А пока, дабы развеять скуку, я хотел завоевать симпатии телефонисток. Все без толку. Мои рыжие волосы и веснушчатое лицо никому не нравились. Но счастье улыбнулось мне как раз там, где я не ожидал. Колхозный счетовод, худенькая девица, да такая длинная, словно ее надставили, влюбилась в меня по уши. Жила она по соседству и, несмотря на это, каждый день присылала мне по письму в красивом конверте вместе с пакетиком конфет. Однажды она подарила мне даже трубку из розового дерева.
— Теперь, должно быть, она пришлет мне фигурки из пластилина, — сказал я Тэмэрашу как-то вечером, ложась спать, — а потом позовет меня играть на дороге в классики.
— Ты ошибаешься, прыгать на одной ножке — занятие не для нее. Она обольстит тебя подарками и, глядишь, к концу недели вложит тебе в руку коробку конфетти для веселого гулянья. И придется тебе посыпать ей волосы в день, когда играют вальс для самой красивой девушки села. Вот в чем дело.
Я вернул девице все ее письма и целых три дня не выходил из дому: спал, читал и время от времени со скуки тупо разглядывал ярмарочные картинки, которыми Тэмэрашу разукрасил стены. Были здесь пейзажи, гравюры и композиции — так по крайней мере возвещали подписи, — и все они были нарисованы одной и той же рукой, но рукой, очевидно, увечной, потому что пастух, стоящий посреди стада, походил скорее на людоеда, завернувшегося в тулуп, а овцы вокруг него — на разбросанные в беспорядке куски мяса. Девушки, расположившиеся на берегу реки под деревьями, напоминали пугала, которые крестьяне ставят на огородах, чтобы отогнать ворон. Что же касается гнезд куропаток, схоронившихся на пшеничном поле, то можно было поклясться, что это свиные рыла, разбойничьи башлыки, капуста кольраби, мыски изношенных сапог — все что угодно, только не гнезда куропаток. Сюжеты были разные, но все картинки, я бы сказал, угрожали, подстерегали и преследовали по пятам.
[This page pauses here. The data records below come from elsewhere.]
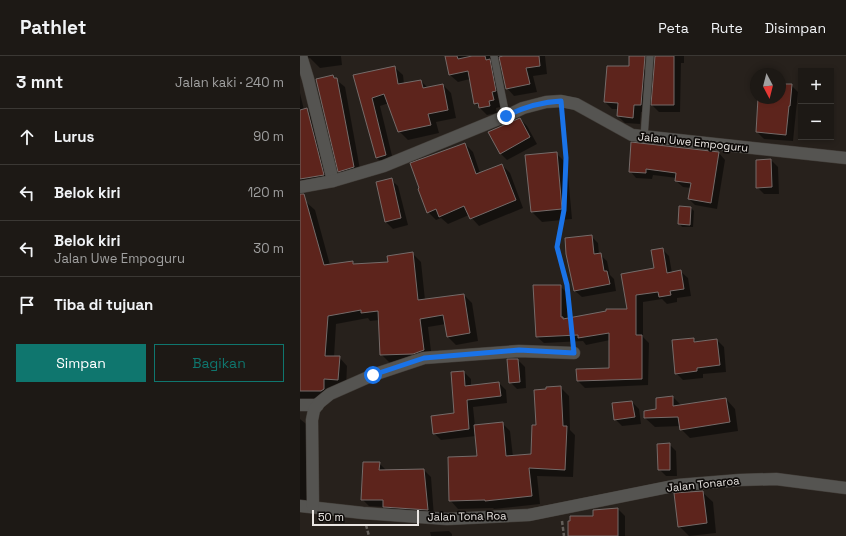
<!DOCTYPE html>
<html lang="id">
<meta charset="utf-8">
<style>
:root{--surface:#1d1915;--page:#2a2622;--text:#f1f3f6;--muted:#a0a0a0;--line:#3b3834;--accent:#0f766e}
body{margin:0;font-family:"Space Grotesk",sans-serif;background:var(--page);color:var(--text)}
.controls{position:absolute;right:12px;top:12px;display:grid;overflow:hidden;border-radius:0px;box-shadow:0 2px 6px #0003}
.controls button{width:36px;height:36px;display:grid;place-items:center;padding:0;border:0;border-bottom:1px solid var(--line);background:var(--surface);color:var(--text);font:20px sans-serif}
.compass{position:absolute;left:450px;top:12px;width:36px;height:36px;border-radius:50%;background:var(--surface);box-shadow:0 2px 6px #0003;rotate:173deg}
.scale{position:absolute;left:12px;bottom:10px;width:107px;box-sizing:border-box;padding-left:4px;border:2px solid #eae6e3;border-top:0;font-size:11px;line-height:14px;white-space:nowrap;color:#eae6e3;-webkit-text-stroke:3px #0e0b09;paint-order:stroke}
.stop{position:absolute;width:12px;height:12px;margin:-9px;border:3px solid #1a73e8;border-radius:50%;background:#fff}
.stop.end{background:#1a73e8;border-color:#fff;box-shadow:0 1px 4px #0008}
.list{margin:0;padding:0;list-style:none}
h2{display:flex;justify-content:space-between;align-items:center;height:52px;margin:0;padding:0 16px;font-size:17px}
h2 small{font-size:13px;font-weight:400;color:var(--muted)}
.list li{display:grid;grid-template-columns:26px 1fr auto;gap:12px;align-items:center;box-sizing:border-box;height:56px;padding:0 16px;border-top:1px solid var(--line)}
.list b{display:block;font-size:15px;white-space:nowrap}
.list p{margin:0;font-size:13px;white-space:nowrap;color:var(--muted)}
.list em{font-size:13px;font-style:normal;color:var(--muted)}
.actions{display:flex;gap:8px;padding:12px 16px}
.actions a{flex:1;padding:9px 0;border:1px solid var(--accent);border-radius:0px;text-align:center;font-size:14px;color:var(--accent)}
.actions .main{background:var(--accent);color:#fff}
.icon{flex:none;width:22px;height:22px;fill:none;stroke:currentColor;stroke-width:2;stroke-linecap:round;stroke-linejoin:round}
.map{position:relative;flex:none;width:546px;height:480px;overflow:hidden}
header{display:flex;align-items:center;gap:24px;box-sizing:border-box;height:56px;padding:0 20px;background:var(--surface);border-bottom:1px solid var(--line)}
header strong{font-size:19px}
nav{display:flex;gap:22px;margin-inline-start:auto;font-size:14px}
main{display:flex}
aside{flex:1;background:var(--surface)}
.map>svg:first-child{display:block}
.shadow{fill:#0007}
.building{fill:#5d241c;stroke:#756b69}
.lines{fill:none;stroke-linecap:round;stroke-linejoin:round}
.lane-casing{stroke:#423d38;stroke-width:8}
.street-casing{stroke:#423d38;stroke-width:13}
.path{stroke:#645f5a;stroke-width:2.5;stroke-dasharray:4 2;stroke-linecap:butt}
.lane{stroke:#555451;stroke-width:7}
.street{stroke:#555451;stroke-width:12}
.route{stroke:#1a73e8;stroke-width:5}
.labels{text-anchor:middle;stroke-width:3.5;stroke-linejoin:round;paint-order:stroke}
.street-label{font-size:11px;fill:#eae6e3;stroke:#0e0b09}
</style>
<header>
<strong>Pathlet</strong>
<nav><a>Peta</a><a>Rute</a><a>Disimpan</a></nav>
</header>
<main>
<aside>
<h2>3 mnt<small>Jalan kaki · 240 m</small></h2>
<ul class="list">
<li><svg class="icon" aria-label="ahead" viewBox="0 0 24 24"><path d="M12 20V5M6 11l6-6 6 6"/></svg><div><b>Lurus</b></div><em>90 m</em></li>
<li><svg class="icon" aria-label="left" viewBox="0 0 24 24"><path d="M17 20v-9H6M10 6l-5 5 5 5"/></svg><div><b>Belok kiri</b></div><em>120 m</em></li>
<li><svg class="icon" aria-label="left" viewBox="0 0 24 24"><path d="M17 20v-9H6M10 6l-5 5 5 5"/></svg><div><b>Belok kiri</b><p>Jalan Uwe Empoguru</p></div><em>30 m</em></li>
<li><svg class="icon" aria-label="arrive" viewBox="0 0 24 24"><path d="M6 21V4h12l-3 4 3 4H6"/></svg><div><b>Tiba di tujuan</b></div></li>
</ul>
<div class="actions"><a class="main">Simpan</a><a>Bagikan</a></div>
</aside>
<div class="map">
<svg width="546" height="480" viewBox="0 0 546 480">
<rect width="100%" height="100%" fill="#27211c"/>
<g class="shadow">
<path d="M0,0H41L42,9L20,12L10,2L5,4Z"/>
<path d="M147,0H245L247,18L233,20L237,36L214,40L207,32L201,3H198L196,9L203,42L199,43L201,51L196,52L197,57L187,59L175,47L170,23L158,26L150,19Z"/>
<path d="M356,0H384V7H381L380,56H359L352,49Z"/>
<path d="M94,11L103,19L104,28L121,25L128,32L143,29L151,37L156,62L136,66L139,77L108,84L99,75L89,47L80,50L94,108L85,110L77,102L54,19Z"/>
<path d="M344,13L351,20L348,56H341L340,68L325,67L318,60L319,53H312L305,46Z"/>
<path d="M33,21L45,31L61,119L48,123L39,115Z"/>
<path d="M480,29H491L498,36L493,85L464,83L457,76L459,42H480Z"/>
<path d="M0,37L4,54L7,53L16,63L32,128L7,132L0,124Z"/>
<path d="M220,63L227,70L237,88L207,104L200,97Z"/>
<path d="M165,88L173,96L180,117L202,109L210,117L223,152L179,170L169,159L148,168L141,162L136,164L128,156Z"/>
<path d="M256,97L267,108L272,163L242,166L232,156Z"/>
<path d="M419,97L425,104L417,153L395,149L389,143L391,132L383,131L376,125L377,122L353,119L352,123L336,122L330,115Z"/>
<path d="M471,104L478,111L479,138H464L457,131Z"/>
<path d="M91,124L98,130L108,169L93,173L86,166L77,127Z"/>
<path d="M6,146L15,154L30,209L52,206L56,209L89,207L112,197L121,206L125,244L164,239L172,247L178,285L156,289L147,280L146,268L128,271L132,303L122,306L90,307L81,298L80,264L70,265L68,262L36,268L34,301H39L47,310L46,332L17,343L0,344V148Z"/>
<path d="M380,151L391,152L394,155L393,171H382L379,167Z"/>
<path d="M291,180L298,187L299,198L307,205L310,219L314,223L316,235L282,241L275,235Z"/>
<path d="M362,193L369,200L372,217L381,216L388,222L391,240L377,242V246L367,248L362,243L343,246V281L349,287L348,329L285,332L278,325L310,313V284L286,289L283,285L244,287L237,281L260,230L267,237V263L328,254L322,219L355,213Z"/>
<path d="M393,283L397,286L417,284L424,291L426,316L403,318V322L383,324L376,317Z"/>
<path d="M218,304L225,311L226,332L217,333L210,326Z"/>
<path d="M164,316L171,323V330L199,327L206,334L207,347L173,351L175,370L202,367L210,375L213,401L232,399L237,370L261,332L269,340L270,374L275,379L273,421L237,420L240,448L194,453L193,452L158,453L150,444L178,401L176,380L141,384L134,377L155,358Z"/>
<path d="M373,341L382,350L426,343L435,353L438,375L390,382L381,373V370L355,371L345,362L357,354Z"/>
<path d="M332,346L339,353L341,368L322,370L315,363L313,348Z"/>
<path d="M0,363L10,371L14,451L0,452Z"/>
<path d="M369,388L376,395L377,420H366L359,413Z"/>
<path d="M79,407L86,414H124L131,421L134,461L91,458L85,451L69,450L62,443Z"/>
<path d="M402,436L413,446L416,477L389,480L379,470Z"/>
<path d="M318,453L325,460V480H269L294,461Z"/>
<path d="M149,475L152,478V480H131L130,476Z"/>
</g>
<g class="building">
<path d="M145,0H157L158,3L172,0H185L186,4L190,3L196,35L192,36L194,44L189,45L190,50L179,52L178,47L174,48L168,15L149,19Z"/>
<path d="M203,0H239L240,10L226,12L230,28L206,33L199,1Z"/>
<path d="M329,0H345L341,49H334L333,62L317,60L318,47L304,46L307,10H329Z"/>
<path d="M355,0H374V49H351Z"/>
<path d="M95,10L98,28L121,24L123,32L143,28L148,54L128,58L131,69L98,76L84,38L72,42L86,99L76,102L53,19Z"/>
<path d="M33,19L34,22H37L54,111L38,116L16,23Z"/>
<path d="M480,28H492L490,50H489L486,79L456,76L458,42H480Z"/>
<path d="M7,52L24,119L0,123V54Z"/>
<path d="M220,62L230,81L200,98L188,76Z"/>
<path d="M331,86L419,96L411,147L388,143L391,127L375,125L376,117L346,113V117L329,116Z"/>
<path d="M165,87L176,118L202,108L216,144L170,163L164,150L139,161L136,153L127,157L118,133L119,132L110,107Z"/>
<path d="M257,96L262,153L231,156L225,99Z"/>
<path d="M471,103L472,131L456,132V104Z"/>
<path d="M92,122L101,162L85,166L76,126Z"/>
<path d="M0,138H4L24,209L53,205V208L88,206L87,200L113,196L118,244L164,238L170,277L147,281L143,259L120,263L124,294L113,298L80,299L78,255L61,257V254L28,260L25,300H40L38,324L24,323V333L21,335H0Z"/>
<path d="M379,150L391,151L390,169L378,168Z"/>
<path d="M292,179L294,198L301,197L304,215H307L310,228L274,235L266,198L265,182Z"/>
<path d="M363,192L367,217L381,214L384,233L370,235L371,239L359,241L358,236L336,239V279H342V323L277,325L276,313L309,312V277L278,282V279L236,281L233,229H261V261H263V263L306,255V253H327L321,218L354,212L351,194Z"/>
<path d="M394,282V286L417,283L420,309L397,312V315L375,318L372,284Z"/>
<path d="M207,303H218L220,326L209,327Z"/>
<path d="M164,315L165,330L199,326L201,340L167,344L169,373L133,378L131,360L154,357L151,316Z"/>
<path d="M261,330L263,370H267L265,414L229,412L232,440L185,445V444L149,445L148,401L177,400L174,369L203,366L206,400L231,398L232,369H236L234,334L246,333V331Z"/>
<path d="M373,340V350L426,342L430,366L380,374L378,361L344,362V355L356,353V342Z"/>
<path d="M332,345L335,361L314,364L312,347Z"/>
<path d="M370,387V414H358L357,388Z"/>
<path d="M63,406H80L79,414L124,413L128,454L83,451V444H61Z"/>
<path d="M403,435L407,467L378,471L374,437Z"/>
<path d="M318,452V480H268V465H270V460H293V454Z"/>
</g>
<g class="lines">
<defs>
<g id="lane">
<path d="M194,0L206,60"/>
<path d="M344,81L350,0"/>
</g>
<g id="street">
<path d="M1,0L8,23L33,125"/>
<path d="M0,131L33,125L84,110L206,60L223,52L246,46L261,45L276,48L332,79L546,102"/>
<path d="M0,349H18"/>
<path d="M0,450L63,457L147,463L229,459L378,429L440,424L476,423L546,432"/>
<path d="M13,451L12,364L14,354L19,347L30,338L73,319L124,302L219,295L274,297"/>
</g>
</defs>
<use href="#lane" class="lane-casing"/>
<use href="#street" class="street-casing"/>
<g class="path">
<path d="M262,58L266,102L264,154L257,191L267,229L272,284"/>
<path d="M262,465L264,480"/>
<path d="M66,469L69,480"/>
</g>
<use href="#lane" class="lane"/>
<use href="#street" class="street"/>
</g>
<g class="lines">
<path class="route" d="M73,319L124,302L219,294L274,297L267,229L257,191L264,154L266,102L261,45C241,46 224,51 206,60"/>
</g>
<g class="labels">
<g class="street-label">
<text transform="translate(393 86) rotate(6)" y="4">Jalan Uwe Empoguru</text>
<text transform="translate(403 428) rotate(-6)" y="4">Jalan Tonaroa</text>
<text transform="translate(167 460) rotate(-1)" y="4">Jalan Tona Roa</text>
</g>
</g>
</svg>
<div class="controls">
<button>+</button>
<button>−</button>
</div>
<svg class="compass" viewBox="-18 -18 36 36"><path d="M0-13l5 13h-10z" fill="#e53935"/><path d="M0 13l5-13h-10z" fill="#a0a0a0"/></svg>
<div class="scale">50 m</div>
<div class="stop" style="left:73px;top:319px"></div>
<div class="stop end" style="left:206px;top:60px"></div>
</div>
</main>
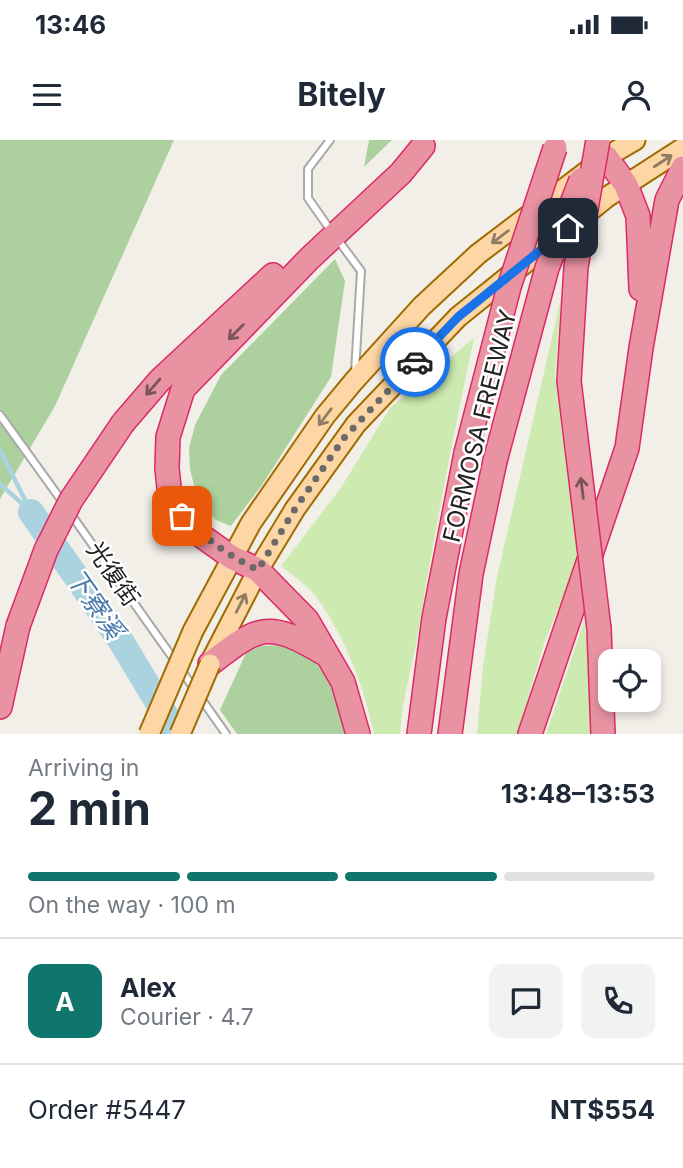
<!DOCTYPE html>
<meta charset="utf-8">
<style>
body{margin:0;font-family:Inter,"Noto Sans TC",sans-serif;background:#f2f2f3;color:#1f2937;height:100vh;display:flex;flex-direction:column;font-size:26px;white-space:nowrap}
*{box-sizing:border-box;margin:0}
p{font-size:23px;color:#747a83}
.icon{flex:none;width:38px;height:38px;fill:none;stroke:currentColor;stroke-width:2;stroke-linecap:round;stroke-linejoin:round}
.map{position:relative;height:594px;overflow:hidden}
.sheet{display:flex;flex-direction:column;background:#fff;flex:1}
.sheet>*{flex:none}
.fabs{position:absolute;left:598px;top:509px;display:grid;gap:14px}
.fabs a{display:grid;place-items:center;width:63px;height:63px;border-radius:14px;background:#fff;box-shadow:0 4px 10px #0003;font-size:35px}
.pin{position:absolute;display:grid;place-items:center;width:60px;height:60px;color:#fff;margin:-30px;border-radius:14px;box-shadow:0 4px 10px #0006}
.courier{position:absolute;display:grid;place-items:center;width:70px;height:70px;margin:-35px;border:5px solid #1a73e8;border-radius:50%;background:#fff;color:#222;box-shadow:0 2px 9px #0007}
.overview em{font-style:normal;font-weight:700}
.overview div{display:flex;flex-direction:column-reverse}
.overview{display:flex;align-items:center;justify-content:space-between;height:119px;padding:0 28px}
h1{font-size:46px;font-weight:700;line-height:52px}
.bar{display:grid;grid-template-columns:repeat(4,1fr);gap:10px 7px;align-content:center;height:84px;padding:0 28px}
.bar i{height:9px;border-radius:5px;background:#e0e1e3}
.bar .selected{background:#0f766e}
.bar p{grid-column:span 4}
.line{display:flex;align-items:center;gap:18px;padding:0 28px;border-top:2px solid #e0e1e3}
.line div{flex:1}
.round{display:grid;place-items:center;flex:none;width:74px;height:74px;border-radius:14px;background:#f2f2f3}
.status{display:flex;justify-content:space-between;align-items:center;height:49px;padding:0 35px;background:#fff;direction:ltr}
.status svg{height:19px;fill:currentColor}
header{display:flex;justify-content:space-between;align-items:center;height:91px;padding:0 28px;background:#fff;font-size:32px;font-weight:700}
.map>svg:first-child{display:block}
.grass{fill:#cdebb0}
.forest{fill:#add19e}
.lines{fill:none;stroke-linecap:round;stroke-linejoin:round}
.stream{stroke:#aad3df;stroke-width:4.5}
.river{stroke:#aad3df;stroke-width:26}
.lane-casing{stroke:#a9a9a9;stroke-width:10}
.primary-casing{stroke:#a06b00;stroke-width:23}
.highway-casing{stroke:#dc2a67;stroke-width:26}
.lane{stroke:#fff;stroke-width:6}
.primary{stroke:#fcd6a4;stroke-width:19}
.highway{stroke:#e892a2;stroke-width:23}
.primary-bridge-casing{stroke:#a06b00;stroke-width:23;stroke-linecap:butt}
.highway-bridge-casing{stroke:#dc2a67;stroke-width:26;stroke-linecap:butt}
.primary-bridge{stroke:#fcd6a4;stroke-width:19}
.highway-bridge{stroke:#e892a2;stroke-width:23}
.oneway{stroke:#8f7c63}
.oneway2{stroke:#7b545c}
.done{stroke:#6b6a68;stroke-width:7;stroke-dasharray:0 12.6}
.route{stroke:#1a73e8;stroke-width:9}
.labels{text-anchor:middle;stroke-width:5;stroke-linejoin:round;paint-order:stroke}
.street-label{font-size:24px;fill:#222;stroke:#fff}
.water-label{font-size:26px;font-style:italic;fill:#4a7aab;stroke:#fff}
</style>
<div class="status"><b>13:46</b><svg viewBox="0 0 49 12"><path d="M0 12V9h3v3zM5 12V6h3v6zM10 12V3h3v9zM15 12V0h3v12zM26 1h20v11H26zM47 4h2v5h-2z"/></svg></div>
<header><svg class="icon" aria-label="menu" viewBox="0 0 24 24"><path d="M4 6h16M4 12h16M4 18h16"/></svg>Bitely<svg class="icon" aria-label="person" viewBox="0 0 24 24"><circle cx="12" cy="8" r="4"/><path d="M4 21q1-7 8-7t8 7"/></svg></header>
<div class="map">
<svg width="683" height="594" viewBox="0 0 683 594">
<rect width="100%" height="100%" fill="#f2efe9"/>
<path class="grass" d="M 561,158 L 555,237 L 571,364 L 582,412 L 545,501 L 517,594 L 477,594 L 483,526 L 497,437 Z
M 474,198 C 453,296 434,395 418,494 C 412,527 402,560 400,594 L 374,594 C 364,547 344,493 314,454 C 306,444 292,435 281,426 L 340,349 L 390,268 Z
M 584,481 L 591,536 L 590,594 L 546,594 Z"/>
<path class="forest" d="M 0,0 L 174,0 L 55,266 L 0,359 Z
M 369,0 L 392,0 L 364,27 Z
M 335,119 L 345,141 L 331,237 L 262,345 L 231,386 L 216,380 L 199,363 L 190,330 L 189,308 L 195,285 L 221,235 Z
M 281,505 C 328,519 337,549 346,594 L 237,594 L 220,570 L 246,513 L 261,506 Z"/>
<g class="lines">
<path class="stream" d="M 0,310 L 31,372
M 0,344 L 28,369"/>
<path class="river" d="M 31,372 L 119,498 L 177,594"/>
<defs>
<path id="lane" d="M 330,0 L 308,29 L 308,58 L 331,91
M 338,100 L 361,131 L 355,232
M 0,275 L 64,364
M 70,373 L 175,521
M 181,530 L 226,594"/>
<path id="primary" d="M 193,491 L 251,383 L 325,276 L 354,241 L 422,166 L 478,114 L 606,17 L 635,0
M 210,523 L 258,430 L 295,369 L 356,284 L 458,177 L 607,57 L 683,8"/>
<path id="highway" d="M 606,17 L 626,45 L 638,76 L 641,149
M 123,283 L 160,240 L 273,135
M 599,489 L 603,594
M 210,524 C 261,484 269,481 325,514
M 0,567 L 18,486
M 358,594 L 343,542 L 307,480 L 258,430 L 231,417 L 203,397 L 182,376 L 170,358 L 167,328 L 168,297 L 183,249 L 310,118 L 401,33 L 423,6
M 419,594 L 434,478 L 466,313
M 450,594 L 471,434 L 495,321
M 530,594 L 627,308 L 641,208 L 667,60 L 683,28"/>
</defs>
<use href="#lane" class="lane-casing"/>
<use href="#primary" class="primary-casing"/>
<use href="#highway" class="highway-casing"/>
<use href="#lane" class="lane"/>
<use href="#primary" class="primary"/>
<use href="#highway" class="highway"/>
<defs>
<path id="primary-bridge" d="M 149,594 L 193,491
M 180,594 L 210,524"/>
<path id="highway-bridge" d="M 598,0 L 576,127 L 569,241 L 599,489
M 466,313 L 509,147 L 555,8
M 495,321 L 547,128 L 581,40
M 18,486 L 46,410 L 71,360 L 123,283"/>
</defs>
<use href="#primary-bridge" class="primary-bridge-casing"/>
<use href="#highway-bridge" class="highway-bridge-casing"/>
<use href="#primary-bridge" class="primary-bridge"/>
<use href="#highway-bridge" class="highway-bridge"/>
</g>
<defs><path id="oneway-shaft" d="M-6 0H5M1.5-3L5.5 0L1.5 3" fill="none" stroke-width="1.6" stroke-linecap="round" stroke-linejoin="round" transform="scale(1.75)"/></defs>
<g class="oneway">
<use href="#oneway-shaft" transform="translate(663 21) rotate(-33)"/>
<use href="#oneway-shaft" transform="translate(500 97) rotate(143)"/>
<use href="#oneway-shaft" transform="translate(325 277) rotate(127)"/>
<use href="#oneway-shaft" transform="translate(241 463) rotate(-63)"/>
</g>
<g class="oneway2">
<use href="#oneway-shaft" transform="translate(236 192) rotate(135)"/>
<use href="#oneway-shaft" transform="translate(153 247) rotate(131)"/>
<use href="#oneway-shaft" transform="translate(582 348) rotate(-97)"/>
</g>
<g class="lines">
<path class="done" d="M 182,376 C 206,399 229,416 258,430 L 295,369 L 344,298 L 415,222"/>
<path class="route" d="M 415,222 L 458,177 L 568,88"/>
</g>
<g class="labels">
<g class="street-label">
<text transform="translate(480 286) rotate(-76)" y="8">FORMOSA FREEWAY</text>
<text transform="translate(113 434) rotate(55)" y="8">光復街</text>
</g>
<g class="water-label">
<text transform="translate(95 464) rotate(55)" y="9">下寮溪</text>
</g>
</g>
</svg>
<div class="fabs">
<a><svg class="icon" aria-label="locate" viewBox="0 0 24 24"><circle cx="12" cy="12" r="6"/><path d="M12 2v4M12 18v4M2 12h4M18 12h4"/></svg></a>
</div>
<div class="pin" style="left:182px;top:376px;background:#ea580c"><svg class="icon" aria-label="bag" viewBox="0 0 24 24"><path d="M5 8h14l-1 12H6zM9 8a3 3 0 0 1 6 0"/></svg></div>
<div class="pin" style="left:568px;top:88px;background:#1f2937"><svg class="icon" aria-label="home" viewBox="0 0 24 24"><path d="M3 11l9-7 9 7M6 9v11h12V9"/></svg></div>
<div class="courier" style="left:415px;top:222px"><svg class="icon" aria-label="car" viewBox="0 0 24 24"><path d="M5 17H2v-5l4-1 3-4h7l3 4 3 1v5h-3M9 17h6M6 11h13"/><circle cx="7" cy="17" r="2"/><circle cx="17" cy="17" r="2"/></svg></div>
</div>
<section class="sheet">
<div class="overview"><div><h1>2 min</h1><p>Arriving in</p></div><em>13:48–13:53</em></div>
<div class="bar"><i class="selected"></i><i class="selected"></i><i class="selected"></i><i></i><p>On the way · 100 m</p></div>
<div class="line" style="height:126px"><b class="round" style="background:#0f766e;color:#fff">A</b><div><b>Alex</b><p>Courier · 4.7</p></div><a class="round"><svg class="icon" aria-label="chat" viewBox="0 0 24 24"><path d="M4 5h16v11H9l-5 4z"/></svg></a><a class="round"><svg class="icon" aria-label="phone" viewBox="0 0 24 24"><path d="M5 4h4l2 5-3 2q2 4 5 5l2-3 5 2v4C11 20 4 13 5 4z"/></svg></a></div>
<div class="line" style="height:91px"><div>Order #5447</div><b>NT$554</b></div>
</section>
— Знаешь что, — попросил я Тэмэрашу, — разреши мне сложить их на чердаке. Я от них с ума сойду…
— Так ведь я для того их и повесил, — ответствовал Тэмэрашу. — Их нарисовал мой двоюродный брат, ученик шестого класса, который в прошлом году получил переэкзаменовку. Смотрю я на них и вспоминаю, как мой старик орал на меня, когда я приехал домой на каникулы: «Я тебя, племянничек, на руках носил, а ты проваливаешь моего ребенка! Ты один хочешь выйти в люди. Чтобы одному тебе хорошо было!» Эти картинки заставляют меня помнить, что, когда попаду на кафедру истории, моему племяннику надо будет ставить десять с плюсом. И еще одно следует знать тебе, дорогой Чернат: нетрудно вообще сойти с ума, когда гниешь в четырех стенах. Сделай одолжение, высуни нос на улицу — иначе ты здесь быстро рехнешься. У нас осенью нельзя пожаловаться на скуку. Самый богатый сезон: сбор винограда, смена директоров и тут же — склоки по поводу классного руководства и дополнительных часов…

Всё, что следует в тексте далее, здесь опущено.